Work request >>
Your answer should be one number: how many lines of the records hold the string "strokeStyle".

Data provided >>
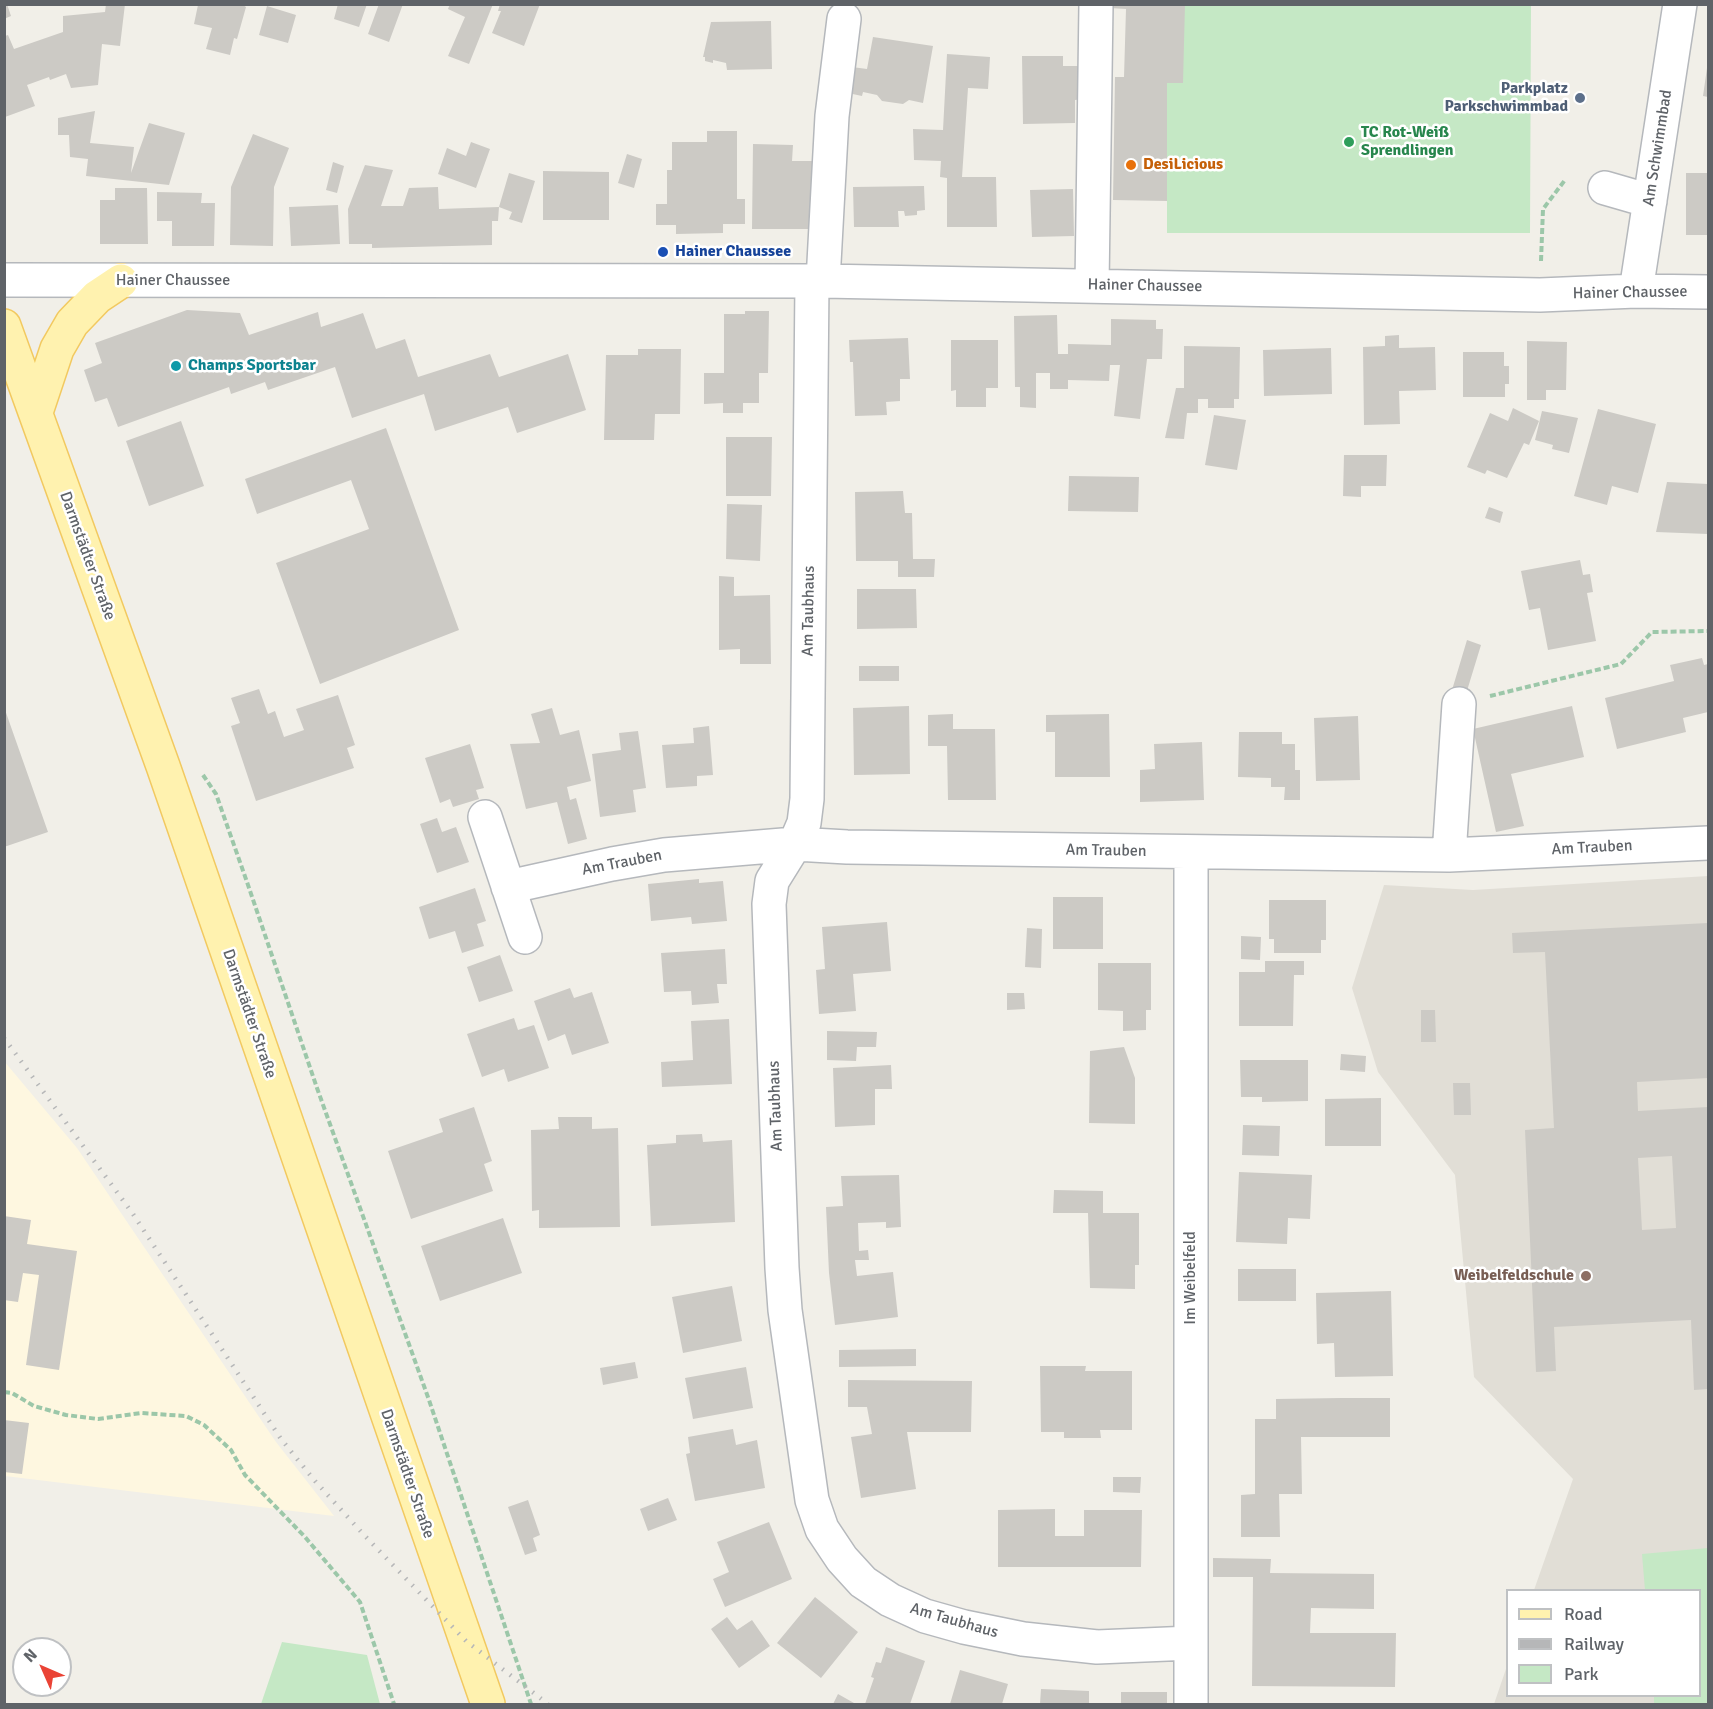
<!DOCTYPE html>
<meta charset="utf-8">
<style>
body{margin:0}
#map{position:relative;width:1713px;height:1709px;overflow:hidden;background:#f1efe8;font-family:Signika,sans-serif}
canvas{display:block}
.frame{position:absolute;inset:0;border:6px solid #5f6368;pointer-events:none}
.legend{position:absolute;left:1506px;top:1589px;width:195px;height:108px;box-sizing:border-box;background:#fff;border:2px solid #bfc1c3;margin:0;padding:8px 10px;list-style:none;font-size:18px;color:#5f6368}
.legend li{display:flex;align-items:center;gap:12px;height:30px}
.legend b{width:30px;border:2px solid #bfc1c3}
.north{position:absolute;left:12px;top:1637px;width:60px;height:60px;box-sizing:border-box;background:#fff;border:2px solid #bfc1c3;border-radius:50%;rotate:315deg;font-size:16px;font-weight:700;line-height:24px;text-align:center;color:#5f6368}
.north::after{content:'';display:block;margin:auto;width:21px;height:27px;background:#ea4335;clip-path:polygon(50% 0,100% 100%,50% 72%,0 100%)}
</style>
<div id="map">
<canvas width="1713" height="1709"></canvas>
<div class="frame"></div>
<ul class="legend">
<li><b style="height:8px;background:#fff2af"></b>Road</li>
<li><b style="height:8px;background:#b6b7b8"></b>Railway</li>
<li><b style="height:16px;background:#c5e8c5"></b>Park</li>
</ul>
<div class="north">N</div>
</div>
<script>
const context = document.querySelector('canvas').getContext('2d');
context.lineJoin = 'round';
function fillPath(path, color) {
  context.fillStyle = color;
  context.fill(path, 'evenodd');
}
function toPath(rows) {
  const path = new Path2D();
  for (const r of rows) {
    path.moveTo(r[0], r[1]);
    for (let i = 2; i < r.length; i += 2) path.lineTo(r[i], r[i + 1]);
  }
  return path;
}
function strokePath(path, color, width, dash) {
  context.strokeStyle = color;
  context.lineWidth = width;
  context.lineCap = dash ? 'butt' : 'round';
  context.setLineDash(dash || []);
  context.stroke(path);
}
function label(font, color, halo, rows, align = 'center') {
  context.font = font + ' Signika,sans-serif';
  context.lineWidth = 5;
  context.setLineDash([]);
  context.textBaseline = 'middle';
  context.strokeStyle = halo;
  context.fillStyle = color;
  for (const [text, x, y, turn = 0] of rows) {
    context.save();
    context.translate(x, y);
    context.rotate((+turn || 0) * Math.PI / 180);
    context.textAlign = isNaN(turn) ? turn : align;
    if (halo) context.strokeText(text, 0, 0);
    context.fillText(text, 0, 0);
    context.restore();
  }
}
fillPath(toPath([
 [4,1061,77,1148,276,1442,334,1516,5,1476]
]), '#fef7e0');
fillPath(toPath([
 [1708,876,1708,1704,1494,1704,1507,1666,1508,1696,1700,1696,1700,1590,1534,1590,1573,1479,1474,1377,1455,1175,1378,1072,1352,988,1384,885,1473,890]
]), '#e1ded6');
fillPath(toPath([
 [1167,5,1531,5,1530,233,1167,233],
 [1708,1548,1708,1704,1654,1704,1654,1696,1700,1696,1700,1590,1645,1590,1642,1554],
 [282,1642,367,1655,380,1704,261,1704]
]), '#c5e8c5');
fillPath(toPath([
 [4,4,7,4,11,16,4,19],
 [106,4,125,4,120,46,102,44,98,85,71,88,66,74,50,80,49,77,27,85,35,106,5,117,5,36,8,35,14,49,63,32,63,16,105,12],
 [338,4,367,4,359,27,334,19],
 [379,4,403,4,389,42,368,34],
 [450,4,493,4,469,64,448,56,465,17,448,9],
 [500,4,540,4,524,46,492,33,501,11,498,11],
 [1110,4,1185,4,1183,83,1167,83,1167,201,1113,200,1115,77,1124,77,1126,9,1110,8],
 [198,5,243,5,246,7,237,39,234,38,230,55,206,49,212,28,194,24],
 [267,6,296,15,288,43,259,35],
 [771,21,772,69,727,70,726,63,713,60,713,63,705,61,705,57,703,57,711,22],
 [873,37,933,46,923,103,909,100,903,104,882,101,877,95,863,92,862,96,848,93,852,67,867,69],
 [947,54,990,57,988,89,968,88,962,177,996,177,997,227,947,227,947,178,940,177,941,161,914,160,913,129,943,130],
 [1022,56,1063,56,1063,66,1084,66,1084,99,1075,100,1075,123,1023,124],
 [1707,68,1708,68,1708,97,1703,96],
 [95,111,90,143,134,147,131,173,149,123,185,133,169,185,86,176,88,159,70,157,69,135,58,135,58,118],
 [707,131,737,131,737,199,745,199,745,224,723,224,723,233,676,234,676,225,656,225,656,204,667,204,667,170,672,170,672,142,707,142],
 [253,134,289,148,274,187,273,246,230,245,231,187],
 [471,142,490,149,476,188,438,174,447,148,466,156],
 [753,144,793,145,792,161,819,161,819,229,752,229],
 [627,154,642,159,634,188,618,183],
 [333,162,344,166,337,193,326,190],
 [365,165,393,170,381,206,403,206,409,188,438,187,439,209,499,207,498,221,492,221,492,245,372,248,372,244,349,244,348,209],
 [543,171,609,172,609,220,543,220],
 [509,173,535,181,522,223,509,219,512,212,499,207],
 [1686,173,1708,173,1708,235,1686,235],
 [924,186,925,210,917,211,917,215,905,216,904,211,898,211,899,227,854,227,853,187],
 [115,188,147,188,148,244,100,244,100,200,115,200],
 [1073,189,1074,236,1032,237,1030,190],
 [157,192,202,193,201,203,215,203,214,246,172,246,172,221,157,221],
 [338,205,340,244,291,246,289,207],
 [187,310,240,313,249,335,318,312,321,327,363,313,376,349,405,339,418,377,490,354,499,377,568,354,586,410,517,433,508,407,435,431,424,394,352,418,335,367,268,390,265,382,231,394,229,387,118,427,107,398,95,402,84,370,102,363,95,343],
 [745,311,769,311,768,373,759,373,759,403,743,403,743,413,723,413,723,403,704,404,704,373,724,373,724,314,745,314],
 [1057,315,1058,354,1068,354,1068,344,1111,345,1111,319,1156,320,1156,329,1163,329,1162,359,1147,359,1140,419,1114,416,1120,365,1110,365,1109,381,1068,380,1068,389,1050,389,1050,373,1036,373,1036,408,1020,407,1020,387,1015,387,1014,316],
 [1399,335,1399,348,1435,347,1436,390,1399,391,1400,424,1364,425,1363,347,1385,346,1385,336],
 [908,338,910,379,900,379,900,401,886,402,887,415,855,416,853,362,850,362,849,340],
 [951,340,998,340,998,388,986,388,986,407,956,407,956,390,951,391],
 [1527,341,1567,342,1566,390,1546,390,1546,400,1527,400],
 [1184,346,1240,347,1239,399,1234,399,1234,408,1208,408,1208,399,1198,399,1198,413,1187,413,1184,439,1165,438,1176,388,1184,388],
 [1331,348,1332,394,1264,396,1263,350],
 [638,349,681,349,680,414,655,414,654,440,604,440,606,355,638,355],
 [1463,352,1504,352,1504,366,1509,366,1509,384,1505,384,1505,397,1463,397],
 [1513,408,1539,421,1529,445,1524,443,1507,478,1487,470,1485,474,1467,467,1490,413,1508,421],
 [1598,409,1656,424,1638,493,1612,486,1607,505,1574,496],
 [1542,411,1578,418,1569,453,1552,449,1553,445,1535,440],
 [1214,415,1246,420,1237,470,1205,465],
 [181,421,204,486,149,506,126,441],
 [386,428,459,630,320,684,276,563,369,529,351,480,257,514,245,479],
 [726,437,772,437,771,496,726,496],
 [1344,455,1387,455,1386,486,1361,486,1361,497,1343,496],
 [1069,476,1139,477,1138,512,1068,511],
 [1667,482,1708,484,1708,534,1656,532],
 [903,491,905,513,912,513,913,559,935,559,934,577,898,577,898,561,856,561,855,492],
 [727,504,762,505,760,561,726,559],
 [1489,507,1503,512,1500,523,1485,518],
 [1580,560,1583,575,1590,574,1593,592,1587,593,1596,641,1548,650,1540,608,1529,610,1521,571],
 [719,576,734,577,734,596,770,595,771,664,740,664,740,649,719,650],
 [857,589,916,589,917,628,857,629],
 [1467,640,1481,645,1466,694,1452,690],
 [1702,658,1704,665,1708,664,1708,712,1683,718,1686,732,1617,749,1605,698,1674,681,1670,665],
 [859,666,899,666,899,681,859,681],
 [259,689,268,714,275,711,284,737,304,730,296,709,338,695,355,745,347,748,354,768,256,801,231,726,240,723,231,698],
 [909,706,910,774,854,775,853,708],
 [1572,706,1584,757,1511,774,1524,826,1496,832,1473,729],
 [4,707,48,832,4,847],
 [552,708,560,735,579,730,591,781,567,787,570,800,576,798,587,839,568,844,557,802,526,809,510,744,540,743,531,714],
 [953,714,953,729,995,729,996,800,948,800,947,746,928,746,928,715],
 [1109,714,1110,777,1055,777,1055,732,1046,732,1046,715],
 [1358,716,1360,780,1316,781,1314,718],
 [709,726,713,775,697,776,697,786,666,788,662,745,694,743,693,728],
 [638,731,646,788,633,790,636,812,600,817,592,754,621,750,619,733],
 [1239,732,1282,732,1282,744,1295,744,1295,770,1300,770,1300,800,1284,800,1285,787,1271,787,1271,778,1238,777],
 [1202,742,1204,800,1140,802,1140,770,1155,769,1154,744],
 [470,744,484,788,476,790,479,799,453,807,450,799,440,803,425,758],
 [437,818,442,832,456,827,469,862,437,873,420,824],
 [699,879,699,883,723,881,727,921,692,924,691,917,651,921,648,884],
 [475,888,486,921,477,924,484,946,462,953,455,931,429,939,419,907],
 [1053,897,1103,897,1103,949,1053,949],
 [1269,900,1326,900,1326,940,1321,940,1321,953,1274,953,1274,939,1269,939],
 [887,922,891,971,853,974,856,1011,819,1014,816,970,825,969,822,927],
 [1708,923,1708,1078,1637,1082,1638,1111,1708,1107,1708,1389,1694,1390,1691,1320,1554,1327,1556,1371,1536,1372,1525,1130,1554,1128,1545,952,1513,953,1512,933],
 [1672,1156,1676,1228,1642,1230,1638,1158],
 [1027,928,1042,929,1041,968,1025,967],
 [1241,936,1261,937,1260,960,1241,959],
 [725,949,727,984,717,984,719,1003,692,1005,691,991,664,992,661,953],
 [500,955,513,991,479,1002,467,967],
 [1265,961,1304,961,1304,975,1294,975,1293,1026,1239,1026,1239,972,1265,972],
 [1098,963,1151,963,1151,1010,1146,1010,1146,1030,1123,1031,1123,1011,1098,1010],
 [570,988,574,998,592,992,609,1043,572,1055,565,1034,548,1041,534,1001],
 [1007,993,1024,993,1025,1009,1007,1010],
 [1421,1010,1435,1010,1436,1042,1421,1042],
 [514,1018,518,1030,534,1025,549,1068,508,1082,504,1069,482,1077,467,1034],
 [729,1019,732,1084,662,1087,661,1062,693,1060,691,1021],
 [827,1031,877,1032,876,1047,857,1047,856,1061,827,1060],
 [1124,1047,1135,1078,1135,1124,1089,1123,1090,1051],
 [1341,1054,1366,1056,1365,1072,1340,1070],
 [1240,1060,1308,1060,1308,1101,1262,1102,1262,1097,1241,1097],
 [891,1065,892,1089,875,1089,875,1125,835,1127,833,1068],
 [1453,1083,1470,1083,1471,1115,1454,1115],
 [1381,1098,1381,1146,1325,1146,1325,1099],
 [474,1107,492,1161,484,1164,493,1191,411,1219,388,1151,443,1132,439,1119],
 [558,1117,592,1117,592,1129,618,1128,620,1227,539,1228,539,1210,532,1211,531,1130,559,1129],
 [1243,1125,1280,1126,1279,1156,1242,1155],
 [702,1134,703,1142,732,1140,735,1222,651,1226,647,1145,676,1143,676,1135],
 [1239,1172,1312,1175,1310,1219,1288,1218,1287,1244,1236,1242],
 [899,1175,901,1227,886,1228,886,1222,858,1223,859,1251,868,1250,869,1260,855,1260,857,1276,893,1272,898,1317,835,1325,829,1273,826,1207,843,1206,841,1176],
 [1054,1190,1103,1191,1103,1213,1139,1213,1139,1265,1135,1265,1135,1289,1090,1288,1088,1213,1053,1213],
 [4,1216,31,1220,27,1244,77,1251,59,1370,26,1365,39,1275,23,1273,18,1302,4,1300],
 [503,1218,522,1273,440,1301,421,1246],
 [1238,1269,1296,1269,1296,1301,1238,1301],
 [732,1286,742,1341,683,1353,672,1297],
 [1391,1291,1393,1376,1335,1377,1334,1343,1317,1344,1316,1293],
 [916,1349,916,1366,839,1367,839,1350],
 [635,1362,638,1378,603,1385,600,1368],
 [1040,1366,1086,1366,1085,1371,1132,1371,1132,1430,1100,1430,1101,1438,1064,1438,1064,1432,1041,1432],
 [746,1367,753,1408,693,1419,685,1378],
 [848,1380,972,1381,971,1432,907,1432,916,1489,861,1498,851,1437,872,1434,867,1407,848,1407],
 [1341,1398,1390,1398,1390,1437,1301,1437,1302,1494,1279,1494,1280,1537,1241,1537,1241,1495,1255,1494,1255,1419,1276,1419,1276,1399],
 [4,1420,29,1423,22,1474,4,1472],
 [733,1429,736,1445,757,1440,765,1488,695,1501,686,1454,690,1453,688,1437],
 [1113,1477,1141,1477,1140,1493,1113,1492],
 [668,1498,677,1520,648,1531,640,1509],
 [528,1500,540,1535,533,1538,537,1551,525,1555,508,1507],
 [1055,1509,1055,1536,1084,1536,1084,1510,1142,1510,1141,1567,998,1567,998,1510],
 [769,1522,792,1579,725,1607,713,1579,729,1572,717,1542],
 [1213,1558,1271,1559,1270,1573,1374,1574,1374,1609,1311,1608,1310,1633,1396,1633,1395,1687,1252,1686,1253,1577,1213,1577],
 [815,1597,858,1632,821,1678,777,1643],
 [727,1617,737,1630,752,1620,770,1646,739,1668,711,1629],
 [886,1647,925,1661,910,1704,865,1704,874,1678,871,1677,876,1662,881,1663],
 [960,1670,1008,1684,1002,1704,950,1704],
 [1041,1689,1089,1691,1089,1704,1040,1704],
 [1121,1692,1167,1692,1167,1704,1121,1704],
 [838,1694,854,1703,853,1704,833,1704]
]), '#cccac5');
const minor = toPath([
 [1605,188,1650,201],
 [4,280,823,281,1540,295,1636,291,1708,292],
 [823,281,832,116,844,19],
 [812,282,807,799,804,823,795,844,772,881,769,904,782,1268,785,1310,812,1500,822,1529,842,1559,863,1582,890,1600,925,1616,964,1627,1023,1639,1097,1647,1191,1643],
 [1092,285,1096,4],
 [1636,291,1680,4],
 [485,817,525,937],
 [1191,852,1191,1704],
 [1449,855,1459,704],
 [508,887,612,864,664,855,795,844,847,847,1449,855,1708,843]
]);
const major = toPath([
 [4,326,163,766,488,1704],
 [36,412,57,349,72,323,97,297,121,281]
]);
strokePath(minor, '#b5b8bc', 36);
strokePath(major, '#f2c960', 36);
strokePath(toPath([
 [1541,261,1543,209,1565,180],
 [1490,696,1621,664,1652,632,1708,631],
 [203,775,216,794,247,882,317,1088,429,1400,531,1704],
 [4,1392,12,1393,34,1406,66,1415,98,1419,141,1413,186,1416,204,1425,231,1450,245,1475,305,1537,360,1602,394,1704]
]), '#9cc7a9', 4, [6, 3]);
strokePath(minor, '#fff', 33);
strokePath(major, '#fff2af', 33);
strokePath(toPath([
 [4,1038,133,1214,281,1439,315,1481,364,1535,466,1641,548,1704]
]), '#b6b7b8', 4.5, [1.5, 8]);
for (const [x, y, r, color] of [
 [1580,98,6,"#5c6f8a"],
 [1349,142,6,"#2e9e5b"],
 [1131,165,6,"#e8710a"],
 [663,252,6,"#1a4fb4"],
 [176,366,6,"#0f9aa8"],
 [1586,1276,6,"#8d6e63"]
]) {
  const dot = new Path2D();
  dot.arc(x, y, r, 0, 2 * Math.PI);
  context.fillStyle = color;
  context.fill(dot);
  strokePath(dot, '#fff', 2);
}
label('bold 16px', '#4e5e75', '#fff', [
 ["Parkplatz",1568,89],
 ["Parkschwimmbad",1568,107]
], 'right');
label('bold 16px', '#27864d', '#fff', [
 ["TC Rot-Weiß",1361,133],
 ["Sprendlingen",1361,151]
], 'left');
label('16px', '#5f6368', '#fff', [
 ["Am Schwimmbad",1658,148,-81],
 ["Hainer Chaussee",173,281],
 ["Hainer Chaussee",1145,286,1],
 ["Hainer Chaussee",1630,293,-1],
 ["Darmstädter Straße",87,556,70],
 ["Am Taubhaus",809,611,-89],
 ["Am Trauben",1592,848,-3],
 ["Am Trauben",1106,851,1],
 ["Am Trauben",622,863,-11],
 ["Darmstädter Straße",249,1014,71],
 ["Am Taubhaus",776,1106,-92],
 ["Im Weibelfeld",1191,1278,-90],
 ["Darmstädter Straße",407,1474,71],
 ["Am Taubhaus",954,1621,16]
]);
label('bold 16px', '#c56008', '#fff', [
 ["DesiLicious",1143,165]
], 'left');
label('bold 16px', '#164399', '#fff', [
 ["Hainer Chaussee",675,252]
], 'left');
label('bold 16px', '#0d838f', '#fff', [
 ["Champs Sportsbar",188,366]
], 'left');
label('bold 16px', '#785e54', '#fff', [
 ["Weibelfeldschule",1574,1276]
], 'right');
</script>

Worked solution >>
2